EXERCISE GOAL
Search the data for the word "Özzayim" and copy each line that has it.

THE RECORDS
_ _ _

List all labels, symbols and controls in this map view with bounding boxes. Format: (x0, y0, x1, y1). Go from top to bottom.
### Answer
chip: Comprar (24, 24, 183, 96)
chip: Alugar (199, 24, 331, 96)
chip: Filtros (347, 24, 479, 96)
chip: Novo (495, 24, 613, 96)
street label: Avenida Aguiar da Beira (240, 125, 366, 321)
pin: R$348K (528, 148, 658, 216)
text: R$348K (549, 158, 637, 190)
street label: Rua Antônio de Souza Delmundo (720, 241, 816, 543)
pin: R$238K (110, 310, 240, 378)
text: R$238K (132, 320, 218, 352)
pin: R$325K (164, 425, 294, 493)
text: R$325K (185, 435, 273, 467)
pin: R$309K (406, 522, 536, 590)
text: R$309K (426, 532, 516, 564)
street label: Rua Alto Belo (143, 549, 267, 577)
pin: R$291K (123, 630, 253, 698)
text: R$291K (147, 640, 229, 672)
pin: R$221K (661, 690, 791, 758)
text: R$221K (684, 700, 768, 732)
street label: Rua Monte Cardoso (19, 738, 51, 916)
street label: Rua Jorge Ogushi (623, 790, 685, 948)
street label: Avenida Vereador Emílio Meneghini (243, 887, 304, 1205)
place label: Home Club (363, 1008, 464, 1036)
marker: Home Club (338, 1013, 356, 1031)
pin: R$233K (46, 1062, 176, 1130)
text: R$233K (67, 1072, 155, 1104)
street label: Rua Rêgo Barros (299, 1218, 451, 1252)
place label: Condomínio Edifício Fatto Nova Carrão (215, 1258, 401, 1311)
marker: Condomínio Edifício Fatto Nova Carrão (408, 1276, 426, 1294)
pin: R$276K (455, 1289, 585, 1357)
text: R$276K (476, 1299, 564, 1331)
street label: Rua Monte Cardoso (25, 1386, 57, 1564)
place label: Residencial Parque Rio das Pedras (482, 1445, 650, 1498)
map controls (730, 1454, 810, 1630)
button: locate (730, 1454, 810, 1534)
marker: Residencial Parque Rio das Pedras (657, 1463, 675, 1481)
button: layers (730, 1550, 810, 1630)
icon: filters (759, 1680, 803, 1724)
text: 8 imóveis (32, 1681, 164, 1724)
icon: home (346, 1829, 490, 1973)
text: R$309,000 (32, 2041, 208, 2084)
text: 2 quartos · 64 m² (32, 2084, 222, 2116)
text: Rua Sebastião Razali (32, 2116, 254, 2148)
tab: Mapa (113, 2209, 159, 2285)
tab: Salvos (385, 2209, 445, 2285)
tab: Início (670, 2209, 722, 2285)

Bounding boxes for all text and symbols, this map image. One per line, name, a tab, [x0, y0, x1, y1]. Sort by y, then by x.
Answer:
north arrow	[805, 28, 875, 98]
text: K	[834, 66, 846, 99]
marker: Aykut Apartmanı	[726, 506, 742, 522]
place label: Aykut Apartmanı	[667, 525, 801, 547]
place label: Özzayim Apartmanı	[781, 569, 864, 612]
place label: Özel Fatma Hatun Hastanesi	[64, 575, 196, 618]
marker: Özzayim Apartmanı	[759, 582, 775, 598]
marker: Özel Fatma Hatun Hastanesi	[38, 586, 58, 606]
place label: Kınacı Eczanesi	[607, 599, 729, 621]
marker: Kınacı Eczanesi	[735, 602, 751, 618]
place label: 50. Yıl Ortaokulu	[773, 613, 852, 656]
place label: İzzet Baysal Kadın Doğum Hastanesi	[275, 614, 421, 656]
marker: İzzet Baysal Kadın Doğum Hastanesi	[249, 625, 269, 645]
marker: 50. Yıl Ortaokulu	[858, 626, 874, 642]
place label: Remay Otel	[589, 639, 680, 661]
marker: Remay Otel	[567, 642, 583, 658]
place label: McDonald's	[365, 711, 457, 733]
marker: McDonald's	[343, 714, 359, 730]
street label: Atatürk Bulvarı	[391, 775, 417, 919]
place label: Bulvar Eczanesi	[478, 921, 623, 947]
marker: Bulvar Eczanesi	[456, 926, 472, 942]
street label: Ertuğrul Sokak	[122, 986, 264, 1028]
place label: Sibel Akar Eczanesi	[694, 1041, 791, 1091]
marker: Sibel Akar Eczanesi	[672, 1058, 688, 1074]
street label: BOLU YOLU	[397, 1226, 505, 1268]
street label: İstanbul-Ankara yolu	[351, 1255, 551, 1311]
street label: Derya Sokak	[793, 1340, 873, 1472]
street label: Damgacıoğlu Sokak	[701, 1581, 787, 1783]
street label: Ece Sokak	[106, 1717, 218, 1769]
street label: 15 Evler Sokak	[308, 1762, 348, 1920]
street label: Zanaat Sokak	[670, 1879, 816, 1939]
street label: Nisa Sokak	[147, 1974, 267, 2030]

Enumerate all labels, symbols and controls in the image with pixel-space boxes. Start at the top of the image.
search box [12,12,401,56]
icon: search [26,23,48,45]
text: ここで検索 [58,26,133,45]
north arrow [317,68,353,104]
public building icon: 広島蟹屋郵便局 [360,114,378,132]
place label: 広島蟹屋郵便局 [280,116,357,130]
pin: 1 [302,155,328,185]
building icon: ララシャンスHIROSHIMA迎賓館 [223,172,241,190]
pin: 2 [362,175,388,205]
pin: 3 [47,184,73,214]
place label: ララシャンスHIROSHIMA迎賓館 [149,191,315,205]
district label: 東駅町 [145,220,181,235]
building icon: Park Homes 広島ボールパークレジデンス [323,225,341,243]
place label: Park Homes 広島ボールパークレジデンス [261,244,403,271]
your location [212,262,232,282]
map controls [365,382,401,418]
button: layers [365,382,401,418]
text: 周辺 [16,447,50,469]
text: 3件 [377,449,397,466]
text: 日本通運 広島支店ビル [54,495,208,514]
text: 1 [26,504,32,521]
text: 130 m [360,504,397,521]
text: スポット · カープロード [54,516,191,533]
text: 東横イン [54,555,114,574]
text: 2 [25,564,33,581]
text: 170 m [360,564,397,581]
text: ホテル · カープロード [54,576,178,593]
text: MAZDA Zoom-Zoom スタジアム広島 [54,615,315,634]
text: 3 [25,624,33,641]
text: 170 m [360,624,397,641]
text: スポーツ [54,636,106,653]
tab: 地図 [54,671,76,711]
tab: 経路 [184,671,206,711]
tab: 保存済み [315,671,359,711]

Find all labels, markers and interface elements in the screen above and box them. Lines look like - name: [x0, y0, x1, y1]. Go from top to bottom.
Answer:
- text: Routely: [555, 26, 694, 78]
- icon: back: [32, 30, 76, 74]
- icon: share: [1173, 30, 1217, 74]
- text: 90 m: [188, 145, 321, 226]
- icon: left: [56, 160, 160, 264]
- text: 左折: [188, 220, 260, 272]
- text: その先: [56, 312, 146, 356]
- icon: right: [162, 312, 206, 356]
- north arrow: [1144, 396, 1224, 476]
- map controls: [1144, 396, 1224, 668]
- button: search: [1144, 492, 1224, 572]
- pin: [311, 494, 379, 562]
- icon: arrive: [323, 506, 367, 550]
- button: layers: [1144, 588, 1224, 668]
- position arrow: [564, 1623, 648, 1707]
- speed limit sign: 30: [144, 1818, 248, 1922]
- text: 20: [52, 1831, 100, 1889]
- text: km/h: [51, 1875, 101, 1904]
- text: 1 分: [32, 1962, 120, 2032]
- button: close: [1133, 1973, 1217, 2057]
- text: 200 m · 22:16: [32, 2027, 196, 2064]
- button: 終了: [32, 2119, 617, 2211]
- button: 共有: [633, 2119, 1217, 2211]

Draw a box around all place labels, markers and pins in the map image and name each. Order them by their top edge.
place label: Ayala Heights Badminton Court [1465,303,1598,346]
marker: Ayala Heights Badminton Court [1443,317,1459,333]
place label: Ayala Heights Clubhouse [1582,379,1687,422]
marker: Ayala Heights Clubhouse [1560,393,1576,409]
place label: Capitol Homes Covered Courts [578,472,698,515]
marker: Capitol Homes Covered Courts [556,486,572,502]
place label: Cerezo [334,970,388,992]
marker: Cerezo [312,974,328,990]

_ _ _

EXPECTED OUTPUT
place label: Özzayim Apartmanı	[781, 569, 864, 612]
marker: Özzayim Apartmanı	[759, 582, 775, 598]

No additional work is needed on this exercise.